Go through the records below from the first line and print each one exactly, stopping after the line that contains "position:absolute; width:24px; height:48px;". Do not print pictures or anything past that line.

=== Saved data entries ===

########################################

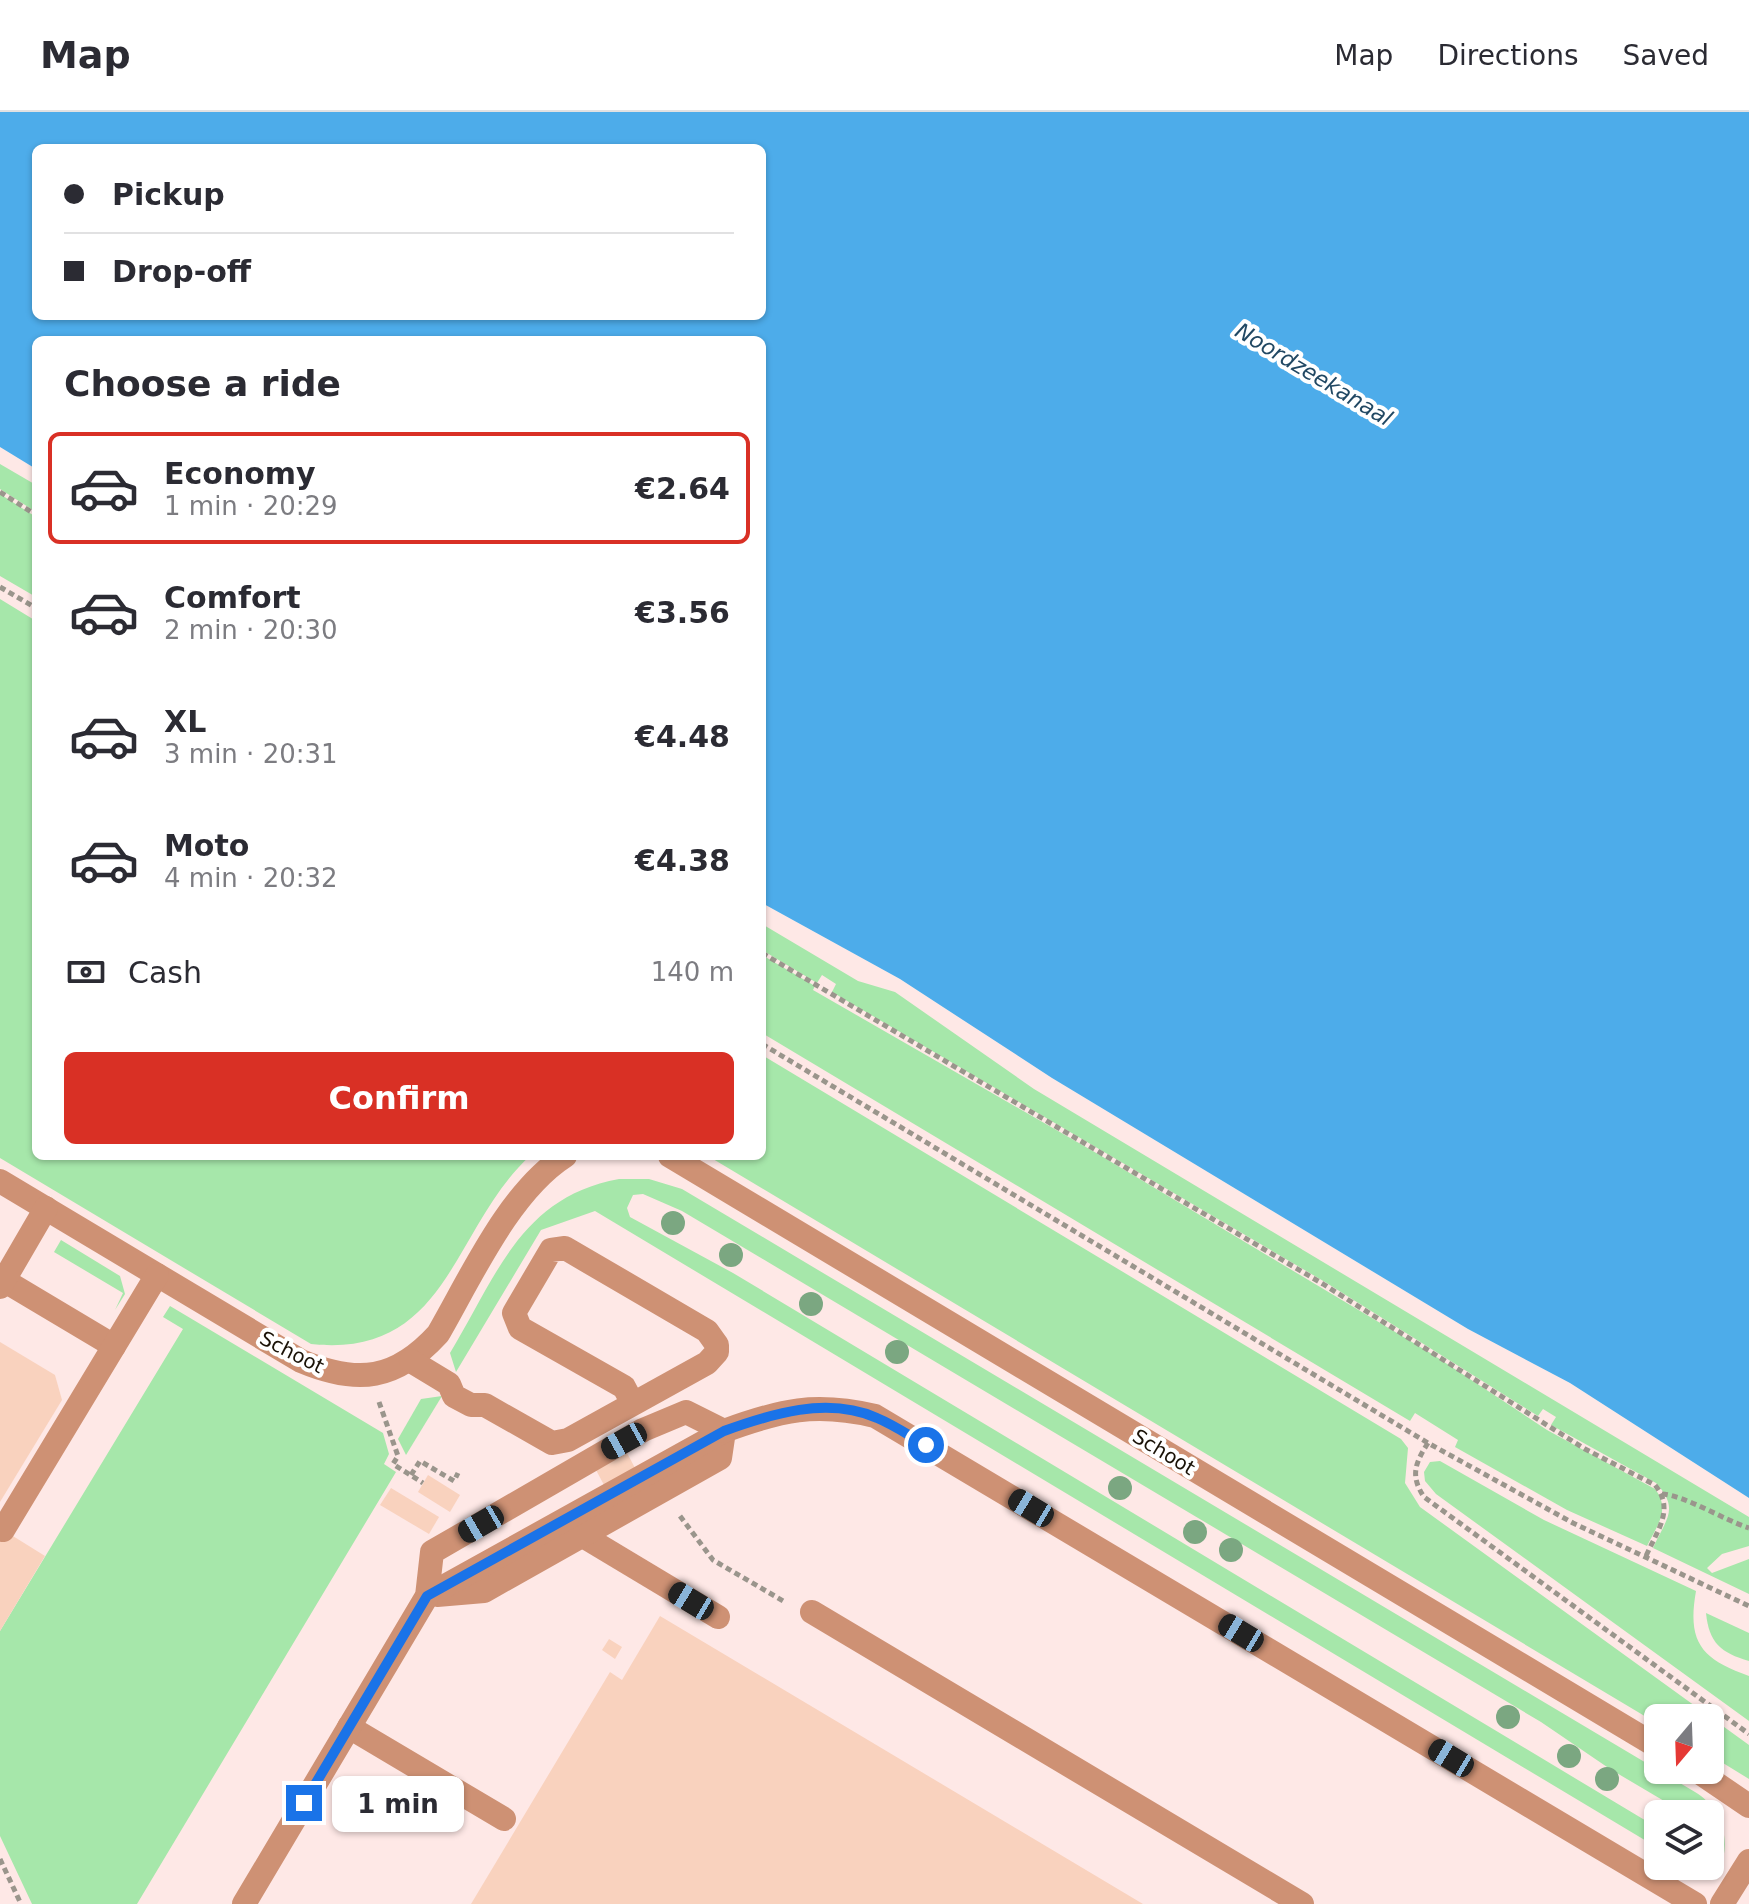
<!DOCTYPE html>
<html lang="en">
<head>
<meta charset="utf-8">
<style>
  :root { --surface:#fff; --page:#f7f7f7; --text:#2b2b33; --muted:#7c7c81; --line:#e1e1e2; --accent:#d93025 }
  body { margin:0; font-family:"DejaVu Sans",sans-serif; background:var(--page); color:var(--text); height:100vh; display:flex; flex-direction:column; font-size:30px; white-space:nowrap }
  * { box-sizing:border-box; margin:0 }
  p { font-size:26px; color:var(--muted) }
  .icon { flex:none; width:44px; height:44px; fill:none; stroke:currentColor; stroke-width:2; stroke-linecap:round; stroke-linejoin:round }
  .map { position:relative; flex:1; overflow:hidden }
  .panel { position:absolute; left:32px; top:224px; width:734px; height:824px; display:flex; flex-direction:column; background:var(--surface); border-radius:12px; box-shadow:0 2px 6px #0004 }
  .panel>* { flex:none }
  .top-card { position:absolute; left:32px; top:32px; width:734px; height:176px; border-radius:12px; box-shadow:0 2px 6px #0004; display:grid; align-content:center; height:176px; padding:0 32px; background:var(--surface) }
  .needle { width:52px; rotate:199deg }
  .controls { position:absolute; left:1644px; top:1592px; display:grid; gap:16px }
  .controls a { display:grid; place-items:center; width:80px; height:80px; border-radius:12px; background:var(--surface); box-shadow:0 2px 6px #0004; font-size:40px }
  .end { position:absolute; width:36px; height:36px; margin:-18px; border:10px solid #1a73e8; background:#fff; box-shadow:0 0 0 4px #fff }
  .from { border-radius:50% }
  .bubble { position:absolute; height:56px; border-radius:12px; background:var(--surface); box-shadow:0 2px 6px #0004; font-size:26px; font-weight:700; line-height:56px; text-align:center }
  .car { position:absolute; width:24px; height:48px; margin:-24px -12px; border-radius:10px; box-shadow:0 0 6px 2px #0007; background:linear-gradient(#222 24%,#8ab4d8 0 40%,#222 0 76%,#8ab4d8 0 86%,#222 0) }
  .top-card b { display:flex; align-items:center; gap:28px; height:76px; font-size:30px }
  .top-card b+b { border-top:2px solid var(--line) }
  .top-card i { width:20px; height:20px; background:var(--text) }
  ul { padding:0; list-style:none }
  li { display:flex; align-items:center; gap:24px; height:112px; margin:0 16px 12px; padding:0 16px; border:4px solid transparent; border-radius:12px }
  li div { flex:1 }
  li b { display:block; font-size:30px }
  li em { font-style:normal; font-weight:700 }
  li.active { border-color:var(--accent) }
  li>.icon { width:72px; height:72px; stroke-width:1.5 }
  h2 { padding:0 32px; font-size:36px; line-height:96px }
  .pay { display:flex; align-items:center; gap:20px; height:88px; padding:0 32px; font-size:30px }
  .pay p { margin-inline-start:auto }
  .action { display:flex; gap:16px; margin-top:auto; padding:16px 32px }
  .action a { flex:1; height:92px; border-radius:12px; background:var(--accent); color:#fff; font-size:32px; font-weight:700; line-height:92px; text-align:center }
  header { display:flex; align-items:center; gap:48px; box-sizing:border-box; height:112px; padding:0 40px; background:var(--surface); border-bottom:2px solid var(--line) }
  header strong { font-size:38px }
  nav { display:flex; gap:44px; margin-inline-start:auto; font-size:28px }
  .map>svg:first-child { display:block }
  .industrial { fill:#fee8e6; fill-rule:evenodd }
  .green { fill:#a6e7aa }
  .water { fill:#4dacea; fill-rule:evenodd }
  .building { fill:#f9d2be }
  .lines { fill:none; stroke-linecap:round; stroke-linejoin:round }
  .path { stroke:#9a958c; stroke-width:5; stroke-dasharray:6 4; stroke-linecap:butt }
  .minor { stroke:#ce9174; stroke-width:24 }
  .tree { fill:#7ba781 }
  .route { stroke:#1a73e8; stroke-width:10 }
  .labels { text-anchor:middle; stroke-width:8; stroke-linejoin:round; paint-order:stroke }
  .street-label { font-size:20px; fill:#1a1207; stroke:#fff }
  .water-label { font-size:22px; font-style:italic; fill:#214863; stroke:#fff }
</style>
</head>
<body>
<header>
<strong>Map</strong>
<nav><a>Map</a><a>Directions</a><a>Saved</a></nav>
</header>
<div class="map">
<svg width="1749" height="1792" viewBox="0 0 1749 1792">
  <rect width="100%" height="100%" fill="#fbf7f1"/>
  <path class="industrial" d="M0,335L36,357V1044H762V791L900,867L1052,966L1468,1217L1570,1271L1749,1386V1792H0ZM1658,1606H1710V1658H1658ZM1658,1702H1710V1754H1658Z"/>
  <g class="green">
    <polygon points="0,352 36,373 36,400 0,377"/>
    <polygon points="0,382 36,405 36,485 0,464"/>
    <path d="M0,487L36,509V1044H530C452,1115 449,1247 311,1232L0,1046Z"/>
    <path d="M762,812L858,869L895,880L1034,977L1749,1405V1434L1722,1442L1707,1456L1712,1461L1749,1447V1482L1653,1436C1666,1407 1680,1397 1656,1371L1551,1313L1556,1305L1543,1297L1538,1304L1325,1170L832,880L836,872L822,863L817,871L762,838Z"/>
    <path d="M762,843L815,874L813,878L1098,1042L1432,1242L1547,1318L1655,1377C1671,1397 1657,1414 1647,1434L1567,1398L1455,1335L1458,1328L1415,1301L1410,1309L762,921Z"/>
    <polygon points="762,943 1401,1327 1408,1336 1405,1371 1420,1395 1749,1633 1749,1667 1710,1643 1710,1606 1658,1606 1658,1612 708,1044 762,1044"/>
    <path d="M619,1067H649L682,1077L1695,1680C1723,1697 1731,1728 1720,1758L1708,1765L1688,1754H1710V1702L1681,1699L1610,1657L1541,1610L682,1099L643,1082L633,1083L627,1096L630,1105L733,1161L1658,1716V1736L595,1099L541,1118L456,1260L450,1241C497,1163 521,1085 619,1067Z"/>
    <polygon points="61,1128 120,1164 125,1182 115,1198 123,1181 54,1140"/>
    <polygon points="170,1194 383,1321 389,1342 384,1352 396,1360 137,1792 32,1792 0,1724 0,1519 183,1217 163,1205"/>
    <polygon points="442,1284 406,1343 398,1327 421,1287"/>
    <path d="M1440,1349L1544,1408L1696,1479C1687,1530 1701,1547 1749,1564V1609L1436,1382L1425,1369L1424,1360L1430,1350Z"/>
    <path d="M1706,1501L1749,1521V1549C1721,1541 1709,1531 1706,1501Z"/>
  </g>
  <path class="water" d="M0,0H1749V1386L1570,1271L1468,1217L1052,966L900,867L762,791V228H36V357L0,335ZM36,36H762V204H36Z"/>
  <g class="building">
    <polygon points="0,1230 55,1263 62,1288 0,1390"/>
    <polygon points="627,1341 635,1356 604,1373 596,1358"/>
    <polygon points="428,1363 460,1383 450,1400 418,1380"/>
    <polygon points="391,1376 439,1405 429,1422 380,1393"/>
    <polygon points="0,1416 45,1444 0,1519"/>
    <polygon points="660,1504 987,1699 1143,1792 471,1792 610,1560 622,1568"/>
    <polygon points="609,1527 622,1535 615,1547 602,1538"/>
  </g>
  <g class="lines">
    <g class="path">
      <polyline points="0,380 36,403"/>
      <polyline points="0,475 36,496"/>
      <path d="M762,841L1323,1172L1585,1337L1655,1373C1675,1397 1657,1419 1646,1444"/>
      <polyline points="762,932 1428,1331 1573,1411 1749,1494"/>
      <polyline points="379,1290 398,1344 393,1352 423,1371"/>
      <path d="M1428,1331C1415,1351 1410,1364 1424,1385L1749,1622"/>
      <polyline points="411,1363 420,1349 454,1369 458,1361"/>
      <path d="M1662,1382C1684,1383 1724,1408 1749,1416"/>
      <polyline points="680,1404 713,1448 785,1490"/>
      <polyline points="0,1747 21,1792"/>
    </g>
    <g class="minor">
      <polyline points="670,1044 1658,1635"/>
      <path d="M0,1069L301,1249C358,1273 396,1268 438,1222C471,1165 509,1080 565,1044"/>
      <polyline points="0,1166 114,1234"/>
      <polyline points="0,1175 46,1096"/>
      <polyline points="411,1249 449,1272 454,1284 471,1293 485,1293 552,1331 568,1328 707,1251 717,1240 717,1233 707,1219 565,1136 551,1138 514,1201 520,1216 624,1275 633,1292"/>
      <polyline points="3,1418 157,1163"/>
      <polyline points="573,1418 718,1505"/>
      <polyline points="437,1483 484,1479 720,1346 724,1319"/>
      <path d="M427,1484L724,1319C781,1298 815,1290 875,1304L1695,1792"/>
      <polyline points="812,1500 1302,1792"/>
      <polyline points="349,1615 504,1707"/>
      <polyline points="1696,1658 1749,1694"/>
      <polyline points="244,1792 427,1484 432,1440 643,1318 686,1300 724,1319"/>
      <polyline points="1722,1792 1749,1749"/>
    </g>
  </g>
  <g class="tree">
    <circle cx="673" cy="1111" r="12"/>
    <circle cx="731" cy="1143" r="12"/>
    <circle cx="811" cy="1192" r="12"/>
    <circle cx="897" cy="1240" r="12"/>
    <circle cx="1120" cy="1376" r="12"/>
    <circle cx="1195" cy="1420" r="12"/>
    <circle cx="1231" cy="1438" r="12"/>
    <circle cx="1508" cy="1605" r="12"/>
    <circle cx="1569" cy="1644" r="12"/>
    <circle cx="1607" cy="1667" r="12"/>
  </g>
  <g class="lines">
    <path class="route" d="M304,1691L427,1484L724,1319C771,1302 827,1284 877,1306C894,1313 910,1324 926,1333"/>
  </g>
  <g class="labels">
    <g class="street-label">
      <text transform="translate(292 1240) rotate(27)" y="7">Schoot</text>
      <text transform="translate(1164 1340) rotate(31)" y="7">Schoot</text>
    </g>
    <g class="water-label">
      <text transform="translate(1314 262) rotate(31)" y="8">Noordzeekanaal</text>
    </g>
  </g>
</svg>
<div class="controls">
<a><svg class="needle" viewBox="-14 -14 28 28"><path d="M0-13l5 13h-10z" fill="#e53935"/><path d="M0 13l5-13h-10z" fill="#7c7c81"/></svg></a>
<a><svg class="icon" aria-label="layers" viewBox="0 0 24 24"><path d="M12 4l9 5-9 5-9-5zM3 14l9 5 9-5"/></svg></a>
</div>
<i class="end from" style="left:926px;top:1333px"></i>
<i class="end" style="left:304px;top:1691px"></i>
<div class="bubble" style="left:332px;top:1664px;width:132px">1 min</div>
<i class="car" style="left:624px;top:1329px;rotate:241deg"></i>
<i class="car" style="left:1031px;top:1396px;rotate:301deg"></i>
<i class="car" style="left:481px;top:1412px;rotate:240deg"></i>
<i class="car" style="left:691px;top:1489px;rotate:301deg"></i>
<i class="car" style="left:1241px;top:1521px;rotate:301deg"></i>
<i class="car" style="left:1451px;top:1646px;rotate:301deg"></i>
<div class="top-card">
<b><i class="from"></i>Pickup</b>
<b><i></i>Drop-off</b>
</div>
<section class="panel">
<h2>Choose a ride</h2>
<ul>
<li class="active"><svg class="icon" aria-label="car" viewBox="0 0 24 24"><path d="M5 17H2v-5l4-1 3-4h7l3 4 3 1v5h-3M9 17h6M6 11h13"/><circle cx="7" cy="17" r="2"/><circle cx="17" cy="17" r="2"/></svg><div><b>Economy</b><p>1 min · 20:29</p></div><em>€2.64</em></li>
<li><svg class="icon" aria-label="car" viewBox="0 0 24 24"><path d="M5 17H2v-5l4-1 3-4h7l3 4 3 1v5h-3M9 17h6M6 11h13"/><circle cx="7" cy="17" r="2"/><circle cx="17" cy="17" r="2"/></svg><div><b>Comfort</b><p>2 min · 20:30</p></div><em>€3.56</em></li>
<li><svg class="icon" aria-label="car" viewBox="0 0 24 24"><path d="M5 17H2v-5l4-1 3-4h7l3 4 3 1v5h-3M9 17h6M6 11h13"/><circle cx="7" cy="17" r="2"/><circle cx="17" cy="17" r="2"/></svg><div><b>XL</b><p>3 min · 20:31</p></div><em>€4.48</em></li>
<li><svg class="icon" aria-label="car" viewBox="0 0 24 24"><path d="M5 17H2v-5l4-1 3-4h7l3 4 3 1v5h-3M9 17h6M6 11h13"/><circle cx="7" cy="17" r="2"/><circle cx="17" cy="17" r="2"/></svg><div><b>Moto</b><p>4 min · 20:32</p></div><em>€4.38</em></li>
</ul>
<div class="pay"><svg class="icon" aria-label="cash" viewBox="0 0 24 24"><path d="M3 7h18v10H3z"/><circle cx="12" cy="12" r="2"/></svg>Cash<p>140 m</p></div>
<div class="action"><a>Confirm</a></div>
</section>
</div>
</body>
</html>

########################################

=== RESPONSE ===
<!DOCTYPE html>
<html lang="en">
<head>
<meta charset="utf-8">
<style>
  :root { --surface:#fff; --page:#f7f7f7; --text:#2b2b33; --muted:#7c7c81; --line:#e1e1e2; --accent:#d93025 }
  body { margin:0; font-family:"DejaVu Sans",sans-serif; background:var(--page); color:var(--text); height:100vh; display:flex; flex-direction:column; font-size:30px; white-space:nowrap }
  * { box-sizing:border-box; margin:0 }
  p { font-size:26px; color:var(--muted) }
  .icon { flex:none; width:44px; height:44px; fill:none; stroke:currentColor; stroke-width:2; stroke-linecap:round; stroke-linejoin:round }
  .map { position:relative; flex:1; overflow:hidden }
  .panel { position:absolute; left:32px; top:224px; width:734px; height:824px; display:flex; flex-direction:column; background:var(--surface); border-radius:12px; box-shadow:0 2px 6px #0004 }
  .panel>* { flex:none }
  .top-card { position:absolute; left:32px; top:32px; width:734px; height:176px; border-radius:12px; box-shadow:0 2px 6px #0004; display:grid; align-content:center; height:176px; padding:0 32px; background:var(--surface) }
  .needle { width:52px; rotate:199deg }
  .controls { position:absolute; left:1644px; top:1592px; display:grid; gap:16px }
  .controls a { display:grid; place-items:center; width:80px; height:80px; border-radius:12px; background:var(--surface); box-shadow:0 2px 6px #0004; font-size:40px }
  .end { position:absolute; width:36px; height:36px; margin:-18px; border:10px solid #1a73e8; background:#fff; box-shadow:0 0 0 4px #fff }
  .from { border-radius:50% }
  .bubble { position:absolute; height:56px; border-radius:12px; background:var(--surface); box-shadow:0 2px 6px #0004; font-size:26px; font-weight:700; line-height:56px; text-align:center }
  .car { position:absolute; width:24px; height:48px; margin:-24px -12px; border-radius:10px; box-shadow:0 0 6px 2px #0007; background:linear-gradient(#222 24%,#8ab4d8 0 40%,#222 0 76%,#8ab4d8 0 86%,#222 0) }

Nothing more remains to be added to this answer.